Miami, FL
Dave Hyde: Splat! Dolphins embarrassed in 56-19 stink bomb in Baltimore
Generally, the worst thing you thought might happen to the Miami Dolphins on Sunday was some player, some unit — some specific part of the greater team — might get embarrassed at Baltimore and cost the top prize of the regular season.
What happened instead was everyone got embarrassed.
The Dolphins defense watched Ravens quarterback Lamar Jackson, the Pompano Beach native, basically cement the league’s MVP award. Dolphins quarterback Tua Tagovailoa’s big plays in an offense known for big plays were two interceptions. The special teams gave up a long kickoff return when the script was still in the rewriting stage.
Baltimore coach John Harbaugh even took an accelerator-down move of Dolphins coach Mike McDaniel. Harbaugh went for it on fourth-and-7 in a 20-13 game. Fourth-and-7! Jackson threw a 35-yard touchdown pass to define the day.
“We came into this game with high hopes of playing to the standard that we wanted to play,” Tagovailoa said after the Dolphins were beat down, 56-19. “And when those standards aren’t met, it feels like it’s very disappointing.
“So, I would say in the locker room, that’s sort of the feel. But you’ve got leaders stepping up for next week and the games that follow.”
Yes, it’s all still out there for the Dolphins, as you’ll hear all week. Beat the Buffalo Bills next weekend and you win No. 2 playoff seed and AFC East title. That’d make things right, yes? That’s the kind of season this franchise hasn’t had in decades.
“I talked to the team about that and their eyes were laser-focused,” McDaniel said about next week.
But the end of this season wasn’t to be about intangibles like focus and attitude. It was to be about the tangibles. Wins. Losses. Points. Takeaways. A season’s work to set up Sunday’s game for the top AFC playoff seed.
And they lost by 37 points?
That’s no typo. And, again, it’s not the loss. It’s the embarrassment. Maybe it’s something more, too. The Dolphins haven’t traveled well against good teams. That’s why the home-field playoff advantage means so much for them.
Go down the schedule. Drubbed at Buffalo, 48-20. Handled in Philadelphia, 31-17. Down at half to Kansas City, 21-0, before rallying in Germany to a seven-point loss.
Now this stink bomb in Baltimore.
“We played into their hands,” McDaniel said of his offense. “I wouldn’t look at it as a road thing. Road things I look as operations, getting in and out of the huddle, assignment stuff — I didn’t feel that. Watching the tape, maybe there’s some of that. But on the field I don’t think it was caused because we’re not at home.
“I thought it was just going against a good defense.”

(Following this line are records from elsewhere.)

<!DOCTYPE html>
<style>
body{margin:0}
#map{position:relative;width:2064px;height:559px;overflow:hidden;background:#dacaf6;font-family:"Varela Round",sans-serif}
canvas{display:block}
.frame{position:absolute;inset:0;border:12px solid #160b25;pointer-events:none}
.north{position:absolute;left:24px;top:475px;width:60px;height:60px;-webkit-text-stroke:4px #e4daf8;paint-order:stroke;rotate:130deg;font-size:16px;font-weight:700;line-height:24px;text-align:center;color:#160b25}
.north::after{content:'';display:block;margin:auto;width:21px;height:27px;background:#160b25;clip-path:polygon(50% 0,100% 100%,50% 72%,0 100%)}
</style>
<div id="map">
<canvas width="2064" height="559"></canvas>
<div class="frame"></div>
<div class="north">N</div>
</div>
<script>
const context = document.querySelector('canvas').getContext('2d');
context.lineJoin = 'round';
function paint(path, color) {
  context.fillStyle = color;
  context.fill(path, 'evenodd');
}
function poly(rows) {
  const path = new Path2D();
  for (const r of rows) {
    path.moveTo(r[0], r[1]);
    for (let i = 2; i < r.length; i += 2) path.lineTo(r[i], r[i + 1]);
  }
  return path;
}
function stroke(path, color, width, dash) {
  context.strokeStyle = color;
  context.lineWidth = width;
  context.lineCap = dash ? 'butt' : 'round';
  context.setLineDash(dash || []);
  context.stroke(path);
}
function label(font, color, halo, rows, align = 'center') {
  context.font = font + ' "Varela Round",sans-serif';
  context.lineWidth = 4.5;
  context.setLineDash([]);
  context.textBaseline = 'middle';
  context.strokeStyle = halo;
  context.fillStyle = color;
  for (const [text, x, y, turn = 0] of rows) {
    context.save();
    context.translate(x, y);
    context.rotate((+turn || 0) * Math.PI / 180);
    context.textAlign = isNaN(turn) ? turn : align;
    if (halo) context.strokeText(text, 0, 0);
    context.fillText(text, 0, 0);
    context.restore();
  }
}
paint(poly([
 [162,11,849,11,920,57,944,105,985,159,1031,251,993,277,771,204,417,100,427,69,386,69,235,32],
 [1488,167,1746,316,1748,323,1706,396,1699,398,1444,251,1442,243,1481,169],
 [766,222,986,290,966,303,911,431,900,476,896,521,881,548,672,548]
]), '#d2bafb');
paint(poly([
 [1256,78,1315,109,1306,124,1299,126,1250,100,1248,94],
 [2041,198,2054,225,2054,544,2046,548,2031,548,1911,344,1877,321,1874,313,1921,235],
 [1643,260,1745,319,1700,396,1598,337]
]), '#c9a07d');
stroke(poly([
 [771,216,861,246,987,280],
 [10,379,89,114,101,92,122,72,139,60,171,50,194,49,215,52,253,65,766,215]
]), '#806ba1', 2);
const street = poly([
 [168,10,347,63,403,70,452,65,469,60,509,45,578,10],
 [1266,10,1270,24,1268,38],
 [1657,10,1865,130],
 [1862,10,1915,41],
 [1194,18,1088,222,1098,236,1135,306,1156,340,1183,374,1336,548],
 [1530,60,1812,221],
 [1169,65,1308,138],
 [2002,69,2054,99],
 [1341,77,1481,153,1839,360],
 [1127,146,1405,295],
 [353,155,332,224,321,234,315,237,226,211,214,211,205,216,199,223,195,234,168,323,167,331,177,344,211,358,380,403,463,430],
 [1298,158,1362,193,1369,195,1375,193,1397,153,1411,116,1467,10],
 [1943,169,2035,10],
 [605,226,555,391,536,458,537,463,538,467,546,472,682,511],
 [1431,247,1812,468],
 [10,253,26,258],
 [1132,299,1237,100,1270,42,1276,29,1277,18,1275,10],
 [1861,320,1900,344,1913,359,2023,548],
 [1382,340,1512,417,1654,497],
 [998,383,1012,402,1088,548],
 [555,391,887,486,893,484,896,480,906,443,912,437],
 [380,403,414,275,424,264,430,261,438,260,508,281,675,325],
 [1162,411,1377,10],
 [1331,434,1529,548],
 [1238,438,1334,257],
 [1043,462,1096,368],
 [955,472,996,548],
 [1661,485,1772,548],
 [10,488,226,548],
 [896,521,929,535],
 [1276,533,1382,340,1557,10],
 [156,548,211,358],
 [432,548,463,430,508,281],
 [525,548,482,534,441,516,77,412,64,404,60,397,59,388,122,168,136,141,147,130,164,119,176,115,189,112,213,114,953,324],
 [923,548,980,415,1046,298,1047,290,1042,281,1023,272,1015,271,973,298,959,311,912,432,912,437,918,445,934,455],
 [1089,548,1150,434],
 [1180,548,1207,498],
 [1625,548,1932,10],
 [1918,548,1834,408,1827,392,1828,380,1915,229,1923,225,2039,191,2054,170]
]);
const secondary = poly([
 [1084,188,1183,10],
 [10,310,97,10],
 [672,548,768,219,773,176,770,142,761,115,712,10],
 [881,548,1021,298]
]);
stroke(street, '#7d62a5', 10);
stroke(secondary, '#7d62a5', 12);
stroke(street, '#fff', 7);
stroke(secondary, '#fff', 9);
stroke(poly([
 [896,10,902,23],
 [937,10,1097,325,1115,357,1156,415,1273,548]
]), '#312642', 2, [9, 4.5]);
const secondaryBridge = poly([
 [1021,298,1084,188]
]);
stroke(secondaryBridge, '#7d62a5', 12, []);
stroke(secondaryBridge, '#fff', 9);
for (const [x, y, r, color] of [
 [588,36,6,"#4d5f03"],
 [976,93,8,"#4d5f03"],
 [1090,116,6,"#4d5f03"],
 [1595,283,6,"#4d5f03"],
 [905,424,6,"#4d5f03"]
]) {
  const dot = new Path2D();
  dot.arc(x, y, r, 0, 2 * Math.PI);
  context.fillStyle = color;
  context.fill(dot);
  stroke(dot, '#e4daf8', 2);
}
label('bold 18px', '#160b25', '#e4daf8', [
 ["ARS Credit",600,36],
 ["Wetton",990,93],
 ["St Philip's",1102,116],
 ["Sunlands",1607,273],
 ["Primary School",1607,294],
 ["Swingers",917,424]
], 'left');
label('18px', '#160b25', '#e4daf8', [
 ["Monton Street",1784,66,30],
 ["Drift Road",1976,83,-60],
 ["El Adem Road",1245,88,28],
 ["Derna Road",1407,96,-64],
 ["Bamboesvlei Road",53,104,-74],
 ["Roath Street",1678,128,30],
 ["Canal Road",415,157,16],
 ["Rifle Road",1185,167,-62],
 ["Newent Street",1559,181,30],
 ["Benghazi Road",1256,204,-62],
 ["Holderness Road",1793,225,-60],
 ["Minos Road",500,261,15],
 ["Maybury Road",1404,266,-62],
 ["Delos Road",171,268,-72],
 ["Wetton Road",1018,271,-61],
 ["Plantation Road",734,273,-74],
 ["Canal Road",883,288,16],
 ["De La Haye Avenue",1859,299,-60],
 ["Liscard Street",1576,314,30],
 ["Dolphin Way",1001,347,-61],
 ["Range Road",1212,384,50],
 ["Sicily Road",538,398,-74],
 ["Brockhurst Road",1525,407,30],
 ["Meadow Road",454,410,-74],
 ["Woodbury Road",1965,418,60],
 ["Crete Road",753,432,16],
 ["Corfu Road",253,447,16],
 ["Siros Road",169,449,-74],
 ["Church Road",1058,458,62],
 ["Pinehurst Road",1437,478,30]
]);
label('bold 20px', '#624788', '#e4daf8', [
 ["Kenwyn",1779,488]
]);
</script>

That defense went against the league’s top-rated offense, too. Sure, the Dolphins missed Jaylen Waddle and Raheem Mostert. But the Ravens missed their secondary. Ask Tyreek Hill.
“We were trying to take advantage of it,” he said. “But just like every team we play, they seem to find their way to Cover 2.”

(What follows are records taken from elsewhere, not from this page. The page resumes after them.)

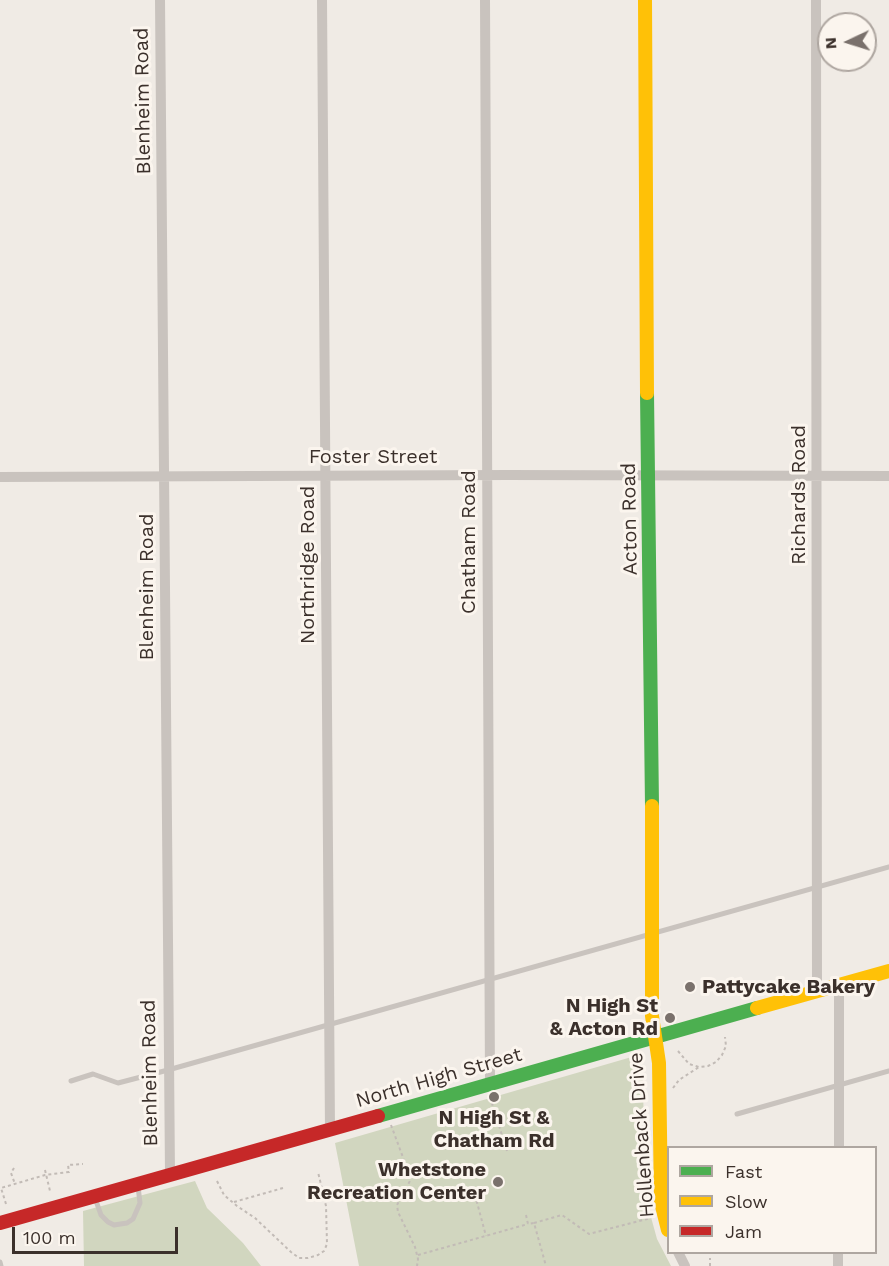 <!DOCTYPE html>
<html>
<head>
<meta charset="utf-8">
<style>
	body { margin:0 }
	#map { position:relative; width:889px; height:1266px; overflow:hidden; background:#f0ebe5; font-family:"Work Sans",sans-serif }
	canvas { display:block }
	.legend { position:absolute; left:667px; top:1146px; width:210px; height:108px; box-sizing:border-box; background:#fbf5ee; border:2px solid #aea6a0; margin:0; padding:8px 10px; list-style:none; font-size:18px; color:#3b302b }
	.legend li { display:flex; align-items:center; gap:12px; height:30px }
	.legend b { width:30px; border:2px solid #aea6a0 }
	.north { position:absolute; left:817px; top:12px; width:60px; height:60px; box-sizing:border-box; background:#fbf5ee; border:2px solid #aea6a0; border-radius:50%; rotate:266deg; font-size:16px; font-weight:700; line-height:24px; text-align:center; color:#3b302b }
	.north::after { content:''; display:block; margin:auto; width:21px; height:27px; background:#7a716c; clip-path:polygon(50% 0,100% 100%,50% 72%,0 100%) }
	.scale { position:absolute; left:12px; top:1227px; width:166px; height:27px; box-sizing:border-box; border:3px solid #3b302b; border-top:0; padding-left:8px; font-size:18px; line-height:21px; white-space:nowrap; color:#3b302b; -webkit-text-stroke:4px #fbf5ee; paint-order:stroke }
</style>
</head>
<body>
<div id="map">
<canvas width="889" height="1266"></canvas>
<ul class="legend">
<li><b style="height:8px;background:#4caf50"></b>Fast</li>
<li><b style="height:8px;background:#ffc107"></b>Slow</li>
<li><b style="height:8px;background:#c62828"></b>Jam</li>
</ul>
<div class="north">N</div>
<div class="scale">100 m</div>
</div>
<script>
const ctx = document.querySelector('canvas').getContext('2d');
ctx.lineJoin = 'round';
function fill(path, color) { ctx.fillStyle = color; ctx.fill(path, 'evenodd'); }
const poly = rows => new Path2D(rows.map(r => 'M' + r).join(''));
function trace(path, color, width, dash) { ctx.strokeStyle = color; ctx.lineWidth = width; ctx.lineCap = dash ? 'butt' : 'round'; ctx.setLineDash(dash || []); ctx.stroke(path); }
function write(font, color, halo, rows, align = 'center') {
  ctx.font = font + ' "Work Sans",sans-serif'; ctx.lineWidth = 6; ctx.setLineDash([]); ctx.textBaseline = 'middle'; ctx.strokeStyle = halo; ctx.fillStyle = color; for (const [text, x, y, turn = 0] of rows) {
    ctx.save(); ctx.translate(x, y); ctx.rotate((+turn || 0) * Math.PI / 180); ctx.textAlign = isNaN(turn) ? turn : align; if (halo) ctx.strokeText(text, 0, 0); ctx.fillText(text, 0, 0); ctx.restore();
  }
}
fill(poly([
	[642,1054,646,1199,657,1239,671,1266,359,1266,335,1143],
	[195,1181,207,1208,243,1243,261,1266,84,1266,83,1211]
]), '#d1d6bf');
trace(poly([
	[678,1051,689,1064,699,1067,708,1066,716,1062,722,1055,726,1046,725,1037],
	[673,1088,679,1080,699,1067],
	[490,1097,507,1151],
	[391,1125,411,1179,397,1205,398,1212,415,1247,418,1259,417,1266],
	[14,1168,11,1173,15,1184],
	[45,1170,50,1191],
	[217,1181,224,1195,237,1206,255,1218,291,1252,299,1258,308,1258,318,1255,324,1251,327,1244,326,1206,318,1172],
	[475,1195,486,1236],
	[234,1202,283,1188],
	[6,1204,1,1188,45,1175,69,1172,68,1165,83,1164],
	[526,1215,528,1224,534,1223,546,1266],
	[534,1223,562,1215,589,1234,651,1218],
	[418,1255,528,1224],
	[710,1266,710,1258]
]), '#c2bbb6', 2, [3, 3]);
trace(poly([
	[71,1081,93,1074,118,1083,168,1070,889,867],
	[737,1114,889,1071],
	[95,1198,101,1215,108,1222,114,1225,127,1223,133,1219,140,1203,138,1186],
	[0,1262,1,1266]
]), '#c9c3be', 5);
trace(poly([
	[160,0,170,1174],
	[322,0,330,1130],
	[485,0,490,1083],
	[816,0,817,991],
	[0,477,508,475,889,476],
	[839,1148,839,985],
	[678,1252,685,1266],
	[838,1266,838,1252]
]), '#c9c3be', 10);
trace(poly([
	[647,393,652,806],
	[378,1116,757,1008]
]), '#4caf50', 14);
trace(poly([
	[645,0,647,393],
	[652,806,652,1016,659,1063,661,1202,668,1230],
	[757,1008,889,971]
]), '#ffc107', 14);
trace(poly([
	[0,1223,378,1116]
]), '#c62828', 14);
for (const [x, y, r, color] of [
	[690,987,6,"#7a716c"],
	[670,1018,6,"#7a716c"],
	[494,1097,6,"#7a716c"],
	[498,1182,6,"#7a716c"]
]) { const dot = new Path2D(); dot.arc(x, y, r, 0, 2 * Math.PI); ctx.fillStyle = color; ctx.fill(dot); trace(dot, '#fbf5ee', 2); }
write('20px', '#3b302b', '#fbf5ee', [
	["Blenheim Road",143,101,-91],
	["Foster Street",373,457],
	["Richards Road",799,495,-90],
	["Acton Road",630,519,-91],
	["Chatham Road",469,542,-90],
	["Northridge Road",308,565,-90],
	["Blenheim Road",147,587,-90],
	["Blenheim Road",150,1073,-91],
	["North High Street",439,1078,-16],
	["Hollenback Drive",642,1135,-94]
]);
write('bold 20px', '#3b302b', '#fbf5ee', [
	["Pattycake Bakery",702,987,"left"],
	["N High St",658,1006],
	["& Acton Rd",658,1029],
	["N High St &",494,1118,"center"],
	["Chatham Rd",494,1141,"center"],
	["Whetstone",486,1170],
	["Recreation Center",486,1193]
], 'right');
</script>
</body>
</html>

There’s the strategic book on this team by now. Play deep. See if they can beat you with paper cuts before beating themselves.
“I probably played one of the worst games of my career,” Hill said of his six-catch, 67-yard day that included a dropped touchdown on the second drive.
Still, McDaniel thought everything was fine until Tagovailoa’s interceptions. One came when Baltimore linebacker Roquan Smith followed Tua’s eyes to the ball. The second game when Tagovailoa threw into tough coverage trying to make up the deficit.
“That’s exactly what we didn’t need to do,” said Tagovailoa, who also threw two touchdowns and left in the fourth quarter with a shoulder injury. “We didn’t need to press. And I say ‘we’ as in me. I didn’t need to press and force throws down the field that weren’t there with certain looks. I should’ve just [taken] the check-downs. Yeah, I’ve just got to be better.”
So that’s how the Dolphins failed in the MVP showdown segment of the day. The polling sites closed by the third quarter. Jackson threw five touchdowns, had a perfect 158.3 rating, and was serenaded with “M-V-P” chants from Baltimore fans. Give him the trophy.
That wasn’t the worst part of the Dolphins defense’s worst day. That came with just under three minutes left. Bradley Chubb, still on the field, had to be carted off the field in a manner that looks like he’s done for the season. Should he have been in the long-decided game? No way.
“I wish I had a time machine,” McDaniel said.
McDaniel wasn’t hiding from anything. That’s not his way. But a day that started as a chance to show how close the Dolphins are to a Super Bowl ended with Baltimore showing it’s the class of the league. It drubbed San Francisco last Monday. It embarrassed the Dolphins on Sunday.
“Hopefully, we’ll see them again,” Tagovailoa said.
If so, take your pick of who improves the most off Sunday. The offense. The defense. The strategic thinking. All of them were embarrassed by Baltimore.